To repair a decayed tooth the affected portion is drilled out, and then your dentist works to fill and reshape your tooth to its original form. This ensures you have full function of your tooth once it has been repaired, while also sealing off the exposed area from bacteria that may cause further damage. Essentially, fillings and crowns repair while they also help prevent and protect from the risks of future cavities.

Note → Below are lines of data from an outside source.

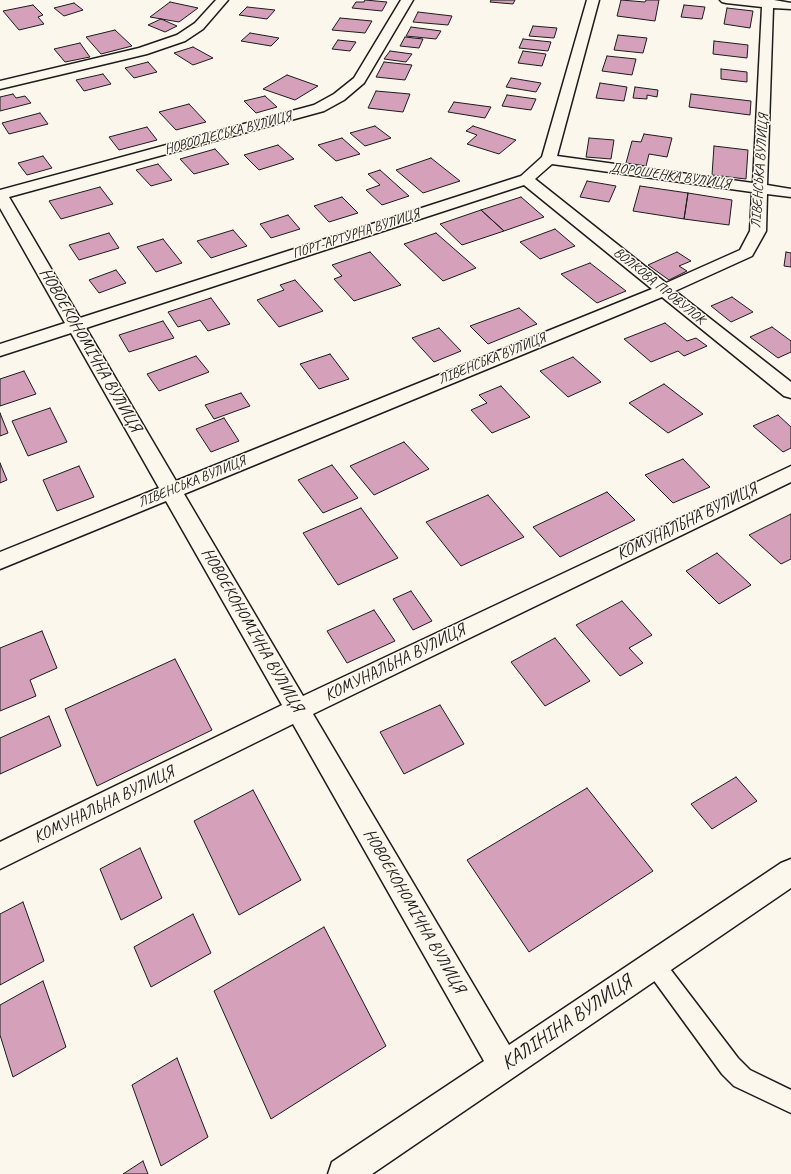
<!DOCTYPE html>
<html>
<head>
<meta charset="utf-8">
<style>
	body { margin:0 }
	canvas { display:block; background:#fbf7ec }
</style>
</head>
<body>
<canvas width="791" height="1174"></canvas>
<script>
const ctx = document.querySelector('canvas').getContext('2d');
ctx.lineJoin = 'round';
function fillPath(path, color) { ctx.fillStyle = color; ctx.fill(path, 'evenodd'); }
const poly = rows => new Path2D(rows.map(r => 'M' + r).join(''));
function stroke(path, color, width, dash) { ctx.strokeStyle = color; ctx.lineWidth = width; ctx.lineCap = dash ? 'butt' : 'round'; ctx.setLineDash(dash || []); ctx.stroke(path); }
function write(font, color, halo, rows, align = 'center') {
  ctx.font = font + ' Caveat,sans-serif'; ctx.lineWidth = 3; ctx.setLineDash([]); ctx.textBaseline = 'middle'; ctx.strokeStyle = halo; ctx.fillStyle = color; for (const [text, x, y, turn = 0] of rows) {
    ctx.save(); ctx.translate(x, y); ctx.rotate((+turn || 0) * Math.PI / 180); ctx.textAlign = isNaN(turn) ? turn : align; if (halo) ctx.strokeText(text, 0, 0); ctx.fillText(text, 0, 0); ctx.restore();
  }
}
const building = poly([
	[365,0,387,2,382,11,352,8,356,2,364,2,365,0],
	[491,0,515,0,513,4,490,2,491,0],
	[621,0,645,2,646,0,659,0,655,21,617,16,621,0],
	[170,2,198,8,179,22,150,17,170,2],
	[74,3,83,10,64,16,54,8,74,3],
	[33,5,43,15,38,17,44,24,19,30,3,11,33,5],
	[684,5,705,7,702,19,681,17,684,5],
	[247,7,275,10,267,19,239,15,247,7],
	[727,8,753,11,750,28,724,24,727,8],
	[418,12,452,16,448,25,413,22,418,12],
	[340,18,372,21,365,33,332,30,340,18],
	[161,19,177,26,165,32,148,25,161,19],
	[533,26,557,28,554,38,529,36,533,26],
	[411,27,441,31,436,39,406,36,411,27],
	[115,30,132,46,101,54,86,37,115,30],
	[250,33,279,38,271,46,241,41,250,33],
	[618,35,647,38,643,53,614,50,618,35],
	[405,37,423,39,419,48,400,46,405,37],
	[523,39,551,42,548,51,519,48,523,39],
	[338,40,356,42,350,51,332,49,338,40],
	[714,41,748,45,747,58,713,54,714,41],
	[80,43,90,57,65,62,54,49,80,43],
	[193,47,213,58,193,65,174,53,193,47],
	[390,51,412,54,406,62,384,59,390,51],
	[523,51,546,54,542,66,518,63,523,51],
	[607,56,636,59,632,75,602,71,607,56],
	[148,62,157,72,134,78,125,68,148,62],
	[384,62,412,65,405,80,376,77,384,62],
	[721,69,747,72,747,82,721,79,721,69],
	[103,74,111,84,84,91,76,80,103,74],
	[287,75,318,86,295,100,263,89,287,75],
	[511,78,541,83,536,92,506,87,511,78],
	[600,83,627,87,624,101,596,98,600,83],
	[635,87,658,90,657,97,647,95,647,99,633,98,635,87],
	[376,91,410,94,403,112,368,108,376,91],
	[13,94,16,98,25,96,31,103,0,111,0,97,13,94],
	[691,94,751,101,750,115,689,107,691,94],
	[507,95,536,99,531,110,502,106,507,95],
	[265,96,277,107,256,113,244,101,265,96],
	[454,102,491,107,485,118,448,112,454,102],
	[189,104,206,122,176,130,159,112,189,104],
	[40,113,48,124,9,134,2,123,40,113],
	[375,126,391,138,365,146,350,133,375,126],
	[473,126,516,140,499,154,467,144,477,135,466,131,473,126],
	[147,127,157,140,119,150,109,137,147,127],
	[644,134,672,138,667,157,649,154,646,166,626,163,632,141,641,142,644,134],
	[342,138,360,154,336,161,318,145,342,138],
	[589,138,614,140,611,159,586,157,589,138],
	[278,145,294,159,259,170,244,155,278,145],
	[714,146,748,150,746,179,712,175,714,146],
	[215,149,229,164,194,174,180,159,215,149],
	[43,156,52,168,27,175,18,163,43,156],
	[431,158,460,181,423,193,396,170,431,158],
	[158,164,172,180,151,186,136,170,158,164],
	[380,170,409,196,382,205,366,190,380,185,368,174,380,170],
	[587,181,616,186,609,202,580,197,587,181],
	[640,186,688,193,684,219,633,211,640,186],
	[100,187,113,204,61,219,49,201,100,187],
	[688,193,732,200,729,225,684,219,688,193],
	[342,197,358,213,329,222,314,206,342,197],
	[521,197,544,217,504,231,481,210,521,197],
	[481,210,504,231,462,245,440,224,481,210],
	[288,215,300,229,271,238,260,224,288,215],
	[555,229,575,246,540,259,520,242,555,229],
	[233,230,247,246,211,258,197,241,233,230],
	[109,233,119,248,79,260,69,245,109,233],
	[436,233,476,268,443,281,404,244,436,233],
	[163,239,182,263,156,272,137,247,163,239],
	[370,252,401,285,354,301,334,279,342,276,332,265,370,252],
	[677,252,691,261,679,266,687,271,669,280,648,265,677,252],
	[786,252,791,253,791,267,784,266,786,252],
	[590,263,626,291,597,303,561,274,590,263],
	[116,270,126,283,99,293,89,280,116,270],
	[295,280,323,311,279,327,257,300,284,290,280,285,295,280],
	[732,297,753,312,731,322,711,306,732,297],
	[211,298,230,324,208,331,200,320,178,327,168,312,211,298],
	[519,308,537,324,488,344,470,326,519,308],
	[163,321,174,338,129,352,119,335,163,321],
	[665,323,687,341,696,338,707,346,684,356,678,351,651,362,624,339,665,323],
	[772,327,791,341,791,352,778,358,750,337,772,327],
	[439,328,461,351,434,362,412,338,439,328],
	[330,354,349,379,319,389,300,364,330,354],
	[196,356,209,372,159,391,147,374,196,356],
	[573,357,601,382,568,397,540,371,573,357],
	[24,371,36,394,0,406,0,379,24,371],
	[664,384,703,414,668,433,629,403,664,384],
	[501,386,530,417,492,433,471,410,487,403,479,395,501,386],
	[241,393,250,406,214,419,205,405,241,393],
	[50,408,67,442,28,456,12,421,50,408],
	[0,413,8,433,0,436,0,413],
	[778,415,791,427,791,448,783,452,753,426,778,415],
	[224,418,239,441,211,452,196,429,224,418],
	[404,442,429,469,374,495,350,466,404,442],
	[683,459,710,487,673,503,645,475,683,459],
	[0,463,7,480,0,483,0,463],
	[332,465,358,498,323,513,298,480,332,465],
	[79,466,94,497,57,511,43,480,79,466],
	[607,492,635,520,560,557,533,527,607,492],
	[488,495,524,537,461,566,426,522,488,495],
	[361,508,398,558,338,585,303,533,361,508],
	[791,514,791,559,781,564,749,535,791,514],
	[717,553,751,585,719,604,686,571,717,553],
	[411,591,432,621,413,630,393,599,411,591],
	[622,601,652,635,629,648,643,663,620,676,576,625,622,601],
	[374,610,395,641,347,663,327,631,374,610],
	[42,631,57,668,30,680,36,696,0,711,0,648,42,631],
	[555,638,590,681,545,706,511,662,555,638],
	[175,659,212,730,97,786,65,709,175,659],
	[440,705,464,744,404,774,380,732,440,705],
	[49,716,61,746,0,774,0,738,49,716],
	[736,777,757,801,712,829,691,804,736,777],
	[587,788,653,871,529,952,467,860,587,788],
	[253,790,301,880,239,915,194,821,253,790],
	[140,848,162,898,121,920,100,869,140,848],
	[23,902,44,961,0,985,0,914,23,902],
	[193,914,211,953,151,987,134,947,193,914],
	[324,927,386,1046,271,1119,214,991,324,927],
	[43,981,66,1047,13,1077,0,1035,0,1005,43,981],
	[177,1058,208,1137,161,1166,132,1085,177,1058],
	[143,1161,148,1174,123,1174,143,1161]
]);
const lane = poly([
	[654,954,661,957,738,1058,750,1070,791,1090,791,1113,734,1086,722,1074,647,971,644,964,647,957,654,954]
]);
const street = poly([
	[216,0,228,0,203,29,185,41,147,54,0,89,0,81,139,48,177,35,195,23,216,0],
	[401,0,413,0,364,83,344,100,324,111,9,197,80,318,521,176,542,157,587,0,599,0,557,156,753,183,762,7,726,3,722,2,720,0,774,0,791,3,791,9,773,8,767,185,791,189,791,197,767,194,766,231,752,256,675,291,791,382,791,398,784,396,662,297,184,494,303,696,791,466,791,482,313,714,509,1045,781,863,791,859,791,888,372,1174,328,1174,332,1162,484,1061,293,724,0,869,0,842,282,705,166,501,0,569,0,552,159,488,71,333,0,356,0,344,65,323,0,208,0,190,314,105,334,94,354,78,401,0],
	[552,164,752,192,750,231,740,250,666,283,535,179,552,164],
	[524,185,652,289,176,481,86,328,524,185]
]);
const farStreetnames = [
	["НОВООДЕСЬКА ВУЛИЦЯ",228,133,-15],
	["ЛІВЕНСЬКА ВУЛИЦЯ",760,171,-86],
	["ДОРОШЕНКА ВУЛИЦЯ",670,176,8],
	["ПОРТ-АРТУРНА ВУЛИЦЯ",356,234,-18],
	["ВОЛКОВА ПРОВУЛОК",659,286,39],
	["ЛІВЕНСЬКА ВУЛИЦЯ",492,359,-22],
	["ЛІВЕНСЬКА ВУЛИЦЯ",192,482,-22]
];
const streetNames = [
	["НОВОЕКОНОМІЧНА ВУЛИЦЯ",90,350,60],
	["КОМУНАЛЬНА ВУЛИЦЯ",687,522,-26],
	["НОВОЕКОНОМІЧНА ВУЛИЦЯ",252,630,60],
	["КОМУНАЛЬНА ВУЛИЦЯ",395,663,-26],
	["КОМУНАЛЬНА ВУЛИЦЯ",104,805,-26],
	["НОВОЕКОНОМІЧНА ВУЛИЦЯ",414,911,60]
];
const nearStreetnames = [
	["КАЛІНІНА ВУЛИЦЯ",567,1023,-34]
];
fillPath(building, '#d4a0ba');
stroke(building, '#1c1c1c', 1);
stroke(lane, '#1c1c1c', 3);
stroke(street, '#1c1c1c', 3);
fillPath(lane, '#fbf7ec');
fillPath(street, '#fbf7ec');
write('14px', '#1c1c1c', '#fbf7ec', farStreetnames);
write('17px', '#1c1c1c', '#fbf7ec', streetNames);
write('20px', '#1c1c1c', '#fbf7ec', nearStreetnames);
</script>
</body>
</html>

Fillings are usually more common, because they are less expensive and also the simplest solution to smaller cavities. However, some decay can compromise the structure of the tooth, or be so large that it does not leave enough healthy tooth for a normal filling to be effective. This is when a crown is needed. While a filling relies on the remaining tooth and fills in the exposed portion that was decayed and removed, a crown completely covers the tooth. This crown becomes the new external structure of the tooth while also protecting from future damage. Sometimes, when a tooth repair causes a crack, a filling will not work, requiring a crown.

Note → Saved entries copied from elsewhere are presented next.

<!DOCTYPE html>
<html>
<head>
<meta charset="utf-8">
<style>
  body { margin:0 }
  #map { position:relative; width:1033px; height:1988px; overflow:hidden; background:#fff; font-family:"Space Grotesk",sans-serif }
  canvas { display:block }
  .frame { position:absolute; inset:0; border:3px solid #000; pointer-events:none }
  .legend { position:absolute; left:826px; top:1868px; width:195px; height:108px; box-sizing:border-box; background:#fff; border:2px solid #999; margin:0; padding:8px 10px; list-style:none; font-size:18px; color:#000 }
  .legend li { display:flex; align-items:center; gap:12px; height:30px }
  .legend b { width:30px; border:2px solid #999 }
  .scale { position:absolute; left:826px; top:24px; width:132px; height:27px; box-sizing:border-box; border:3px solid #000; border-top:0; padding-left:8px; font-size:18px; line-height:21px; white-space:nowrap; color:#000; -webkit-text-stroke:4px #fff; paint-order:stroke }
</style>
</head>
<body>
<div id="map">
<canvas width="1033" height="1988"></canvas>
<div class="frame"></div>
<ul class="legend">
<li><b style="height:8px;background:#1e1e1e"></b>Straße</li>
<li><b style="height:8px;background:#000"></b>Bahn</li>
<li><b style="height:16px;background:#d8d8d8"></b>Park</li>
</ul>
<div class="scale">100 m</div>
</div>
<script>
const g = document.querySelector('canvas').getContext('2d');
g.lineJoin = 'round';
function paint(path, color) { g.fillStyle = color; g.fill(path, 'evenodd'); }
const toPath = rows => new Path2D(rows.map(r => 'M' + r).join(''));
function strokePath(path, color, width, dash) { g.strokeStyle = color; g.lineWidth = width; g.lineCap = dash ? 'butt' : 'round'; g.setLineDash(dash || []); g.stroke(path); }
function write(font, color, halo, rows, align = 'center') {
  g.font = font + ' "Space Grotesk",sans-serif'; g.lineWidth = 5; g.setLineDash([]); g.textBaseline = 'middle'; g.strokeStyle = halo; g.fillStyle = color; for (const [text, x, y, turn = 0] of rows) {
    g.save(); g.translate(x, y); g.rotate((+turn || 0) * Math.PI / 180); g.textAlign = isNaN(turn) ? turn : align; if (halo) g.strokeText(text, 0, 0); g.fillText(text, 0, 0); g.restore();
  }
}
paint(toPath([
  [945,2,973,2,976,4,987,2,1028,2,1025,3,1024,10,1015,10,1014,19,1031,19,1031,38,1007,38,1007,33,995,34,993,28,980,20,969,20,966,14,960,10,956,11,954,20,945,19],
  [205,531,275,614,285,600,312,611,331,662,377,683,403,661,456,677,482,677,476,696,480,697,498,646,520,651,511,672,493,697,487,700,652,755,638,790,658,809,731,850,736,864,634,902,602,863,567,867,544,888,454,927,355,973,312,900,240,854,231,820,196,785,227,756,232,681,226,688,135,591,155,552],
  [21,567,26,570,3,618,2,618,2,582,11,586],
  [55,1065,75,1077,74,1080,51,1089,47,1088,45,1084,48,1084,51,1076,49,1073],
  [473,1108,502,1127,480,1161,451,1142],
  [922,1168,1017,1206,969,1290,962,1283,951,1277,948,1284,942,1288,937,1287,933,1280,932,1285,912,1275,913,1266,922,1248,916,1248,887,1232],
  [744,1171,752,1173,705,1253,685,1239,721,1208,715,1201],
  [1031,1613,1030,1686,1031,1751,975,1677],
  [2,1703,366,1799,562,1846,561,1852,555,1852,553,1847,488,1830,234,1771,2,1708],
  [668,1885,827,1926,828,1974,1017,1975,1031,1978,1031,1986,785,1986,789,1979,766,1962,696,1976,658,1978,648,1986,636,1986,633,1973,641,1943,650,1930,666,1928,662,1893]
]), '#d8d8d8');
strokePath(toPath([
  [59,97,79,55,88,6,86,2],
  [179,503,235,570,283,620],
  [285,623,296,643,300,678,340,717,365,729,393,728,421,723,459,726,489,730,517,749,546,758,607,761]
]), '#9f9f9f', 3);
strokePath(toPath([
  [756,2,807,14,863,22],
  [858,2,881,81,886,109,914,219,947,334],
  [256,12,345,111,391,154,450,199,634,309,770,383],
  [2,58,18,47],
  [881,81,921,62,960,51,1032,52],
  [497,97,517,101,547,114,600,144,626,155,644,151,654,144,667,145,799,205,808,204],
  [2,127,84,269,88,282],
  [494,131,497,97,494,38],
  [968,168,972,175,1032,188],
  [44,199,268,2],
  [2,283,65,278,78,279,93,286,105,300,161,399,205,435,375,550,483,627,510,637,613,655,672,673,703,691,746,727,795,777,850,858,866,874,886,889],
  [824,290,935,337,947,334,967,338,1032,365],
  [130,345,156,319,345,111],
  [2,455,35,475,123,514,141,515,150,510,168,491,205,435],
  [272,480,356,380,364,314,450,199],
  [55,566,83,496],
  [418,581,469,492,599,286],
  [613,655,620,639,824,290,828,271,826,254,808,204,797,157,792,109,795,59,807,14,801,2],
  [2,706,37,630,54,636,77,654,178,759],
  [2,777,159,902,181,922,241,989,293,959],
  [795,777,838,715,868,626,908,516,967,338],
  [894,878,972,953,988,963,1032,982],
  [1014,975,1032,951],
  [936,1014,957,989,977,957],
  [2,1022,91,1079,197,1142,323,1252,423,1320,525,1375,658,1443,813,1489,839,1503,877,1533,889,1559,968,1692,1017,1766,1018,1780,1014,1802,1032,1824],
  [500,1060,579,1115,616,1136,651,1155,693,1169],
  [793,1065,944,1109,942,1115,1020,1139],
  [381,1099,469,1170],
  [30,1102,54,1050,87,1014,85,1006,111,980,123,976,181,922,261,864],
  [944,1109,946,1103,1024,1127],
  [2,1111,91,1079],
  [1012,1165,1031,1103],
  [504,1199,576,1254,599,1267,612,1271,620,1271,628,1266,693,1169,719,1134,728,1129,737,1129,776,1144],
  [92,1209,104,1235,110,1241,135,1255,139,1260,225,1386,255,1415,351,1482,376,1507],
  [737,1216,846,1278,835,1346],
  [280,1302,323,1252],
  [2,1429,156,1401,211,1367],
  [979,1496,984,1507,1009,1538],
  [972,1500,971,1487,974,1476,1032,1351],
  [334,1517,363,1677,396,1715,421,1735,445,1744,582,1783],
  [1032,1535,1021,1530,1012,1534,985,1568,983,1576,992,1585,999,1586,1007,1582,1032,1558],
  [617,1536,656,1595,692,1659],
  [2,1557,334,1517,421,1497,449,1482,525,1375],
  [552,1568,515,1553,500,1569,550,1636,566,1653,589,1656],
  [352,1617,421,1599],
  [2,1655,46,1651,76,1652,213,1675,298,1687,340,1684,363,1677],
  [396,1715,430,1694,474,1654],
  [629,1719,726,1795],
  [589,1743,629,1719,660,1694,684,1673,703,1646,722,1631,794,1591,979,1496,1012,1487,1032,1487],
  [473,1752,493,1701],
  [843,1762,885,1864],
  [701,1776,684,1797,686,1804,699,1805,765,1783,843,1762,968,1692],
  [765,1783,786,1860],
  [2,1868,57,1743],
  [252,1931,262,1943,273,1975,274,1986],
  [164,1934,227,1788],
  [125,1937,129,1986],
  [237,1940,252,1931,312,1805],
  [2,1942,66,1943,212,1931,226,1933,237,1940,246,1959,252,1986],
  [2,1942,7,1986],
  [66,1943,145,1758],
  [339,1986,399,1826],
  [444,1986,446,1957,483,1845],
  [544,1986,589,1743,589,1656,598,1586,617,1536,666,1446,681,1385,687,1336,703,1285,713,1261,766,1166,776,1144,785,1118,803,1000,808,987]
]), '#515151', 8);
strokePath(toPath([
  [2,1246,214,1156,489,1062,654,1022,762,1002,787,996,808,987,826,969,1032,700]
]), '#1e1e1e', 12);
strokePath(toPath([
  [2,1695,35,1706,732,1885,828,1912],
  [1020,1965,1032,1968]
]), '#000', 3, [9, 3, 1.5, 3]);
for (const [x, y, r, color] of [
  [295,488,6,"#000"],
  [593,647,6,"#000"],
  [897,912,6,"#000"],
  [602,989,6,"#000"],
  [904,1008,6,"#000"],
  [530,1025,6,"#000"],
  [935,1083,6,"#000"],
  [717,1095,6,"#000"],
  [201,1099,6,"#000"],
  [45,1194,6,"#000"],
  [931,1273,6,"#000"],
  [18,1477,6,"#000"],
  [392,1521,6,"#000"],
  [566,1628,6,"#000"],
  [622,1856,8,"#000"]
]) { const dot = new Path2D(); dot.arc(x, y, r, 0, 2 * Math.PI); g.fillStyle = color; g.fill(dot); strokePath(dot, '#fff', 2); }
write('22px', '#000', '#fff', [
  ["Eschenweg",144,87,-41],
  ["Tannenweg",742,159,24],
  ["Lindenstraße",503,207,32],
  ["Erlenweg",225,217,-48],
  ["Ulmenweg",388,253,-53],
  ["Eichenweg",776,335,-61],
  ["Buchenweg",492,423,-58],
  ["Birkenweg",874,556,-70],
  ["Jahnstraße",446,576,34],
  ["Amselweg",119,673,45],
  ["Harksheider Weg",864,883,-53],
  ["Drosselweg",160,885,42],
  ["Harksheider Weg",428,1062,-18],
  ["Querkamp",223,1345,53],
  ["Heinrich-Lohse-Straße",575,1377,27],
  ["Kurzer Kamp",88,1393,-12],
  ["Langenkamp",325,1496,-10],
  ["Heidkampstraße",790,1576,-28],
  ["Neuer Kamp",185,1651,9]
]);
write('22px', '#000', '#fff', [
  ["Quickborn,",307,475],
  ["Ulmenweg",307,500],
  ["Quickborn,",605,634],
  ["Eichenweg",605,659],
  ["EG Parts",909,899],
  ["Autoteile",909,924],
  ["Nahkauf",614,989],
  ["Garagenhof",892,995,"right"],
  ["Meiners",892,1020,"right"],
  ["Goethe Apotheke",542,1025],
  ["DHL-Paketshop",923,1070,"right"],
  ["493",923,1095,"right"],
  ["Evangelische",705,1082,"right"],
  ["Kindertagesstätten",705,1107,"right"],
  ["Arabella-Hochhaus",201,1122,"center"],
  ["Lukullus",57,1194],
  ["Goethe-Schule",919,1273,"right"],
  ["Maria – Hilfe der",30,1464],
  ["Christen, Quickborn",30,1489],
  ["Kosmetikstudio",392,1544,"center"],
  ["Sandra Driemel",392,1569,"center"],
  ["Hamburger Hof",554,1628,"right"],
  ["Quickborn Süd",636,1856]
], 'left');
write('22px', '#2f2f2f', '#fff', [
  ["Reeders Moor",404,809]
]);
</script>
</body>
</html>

Both of these solutions come in a variety of materials; whichever is right for you depends on your budget, how extensive the damage is, and how visible the tooth is. Although is seems more appropriate for an old Western film, gold fillings are still an option, and considered one of the most effective and long lasting options. Silver, which is actually an alloy mixture called amalgam, is another long lasting option, but much less expensive than gold. Porcelain fillings are similar to gold in price, but can be matched to the color of your teeth for a more natural appearance. Lastly, one of the most common solutions is the composite, resin material that can be mixed in office to match the color of your existing teeth. This is one of the least expensive options, and also does not require multiple visits to create molds. However, it is good to note that the resin material will wear down faster than the other materials, and may require repair or replacement sooner.
All four of these material options for a filling are not available for crowns. Due to the more extensive repair, the process to make a crown that fits your tooth correctly requires a more customized piece. After a mold of the tooth is taken, a lab is utilized to create a custom crown to cap the damaged tooth perfectly. Meaning, the composite, resin material commonly used for fillings, will not work for a crown. Inherently making crowns a more long-term solution to any dental restoration, and also more expensive.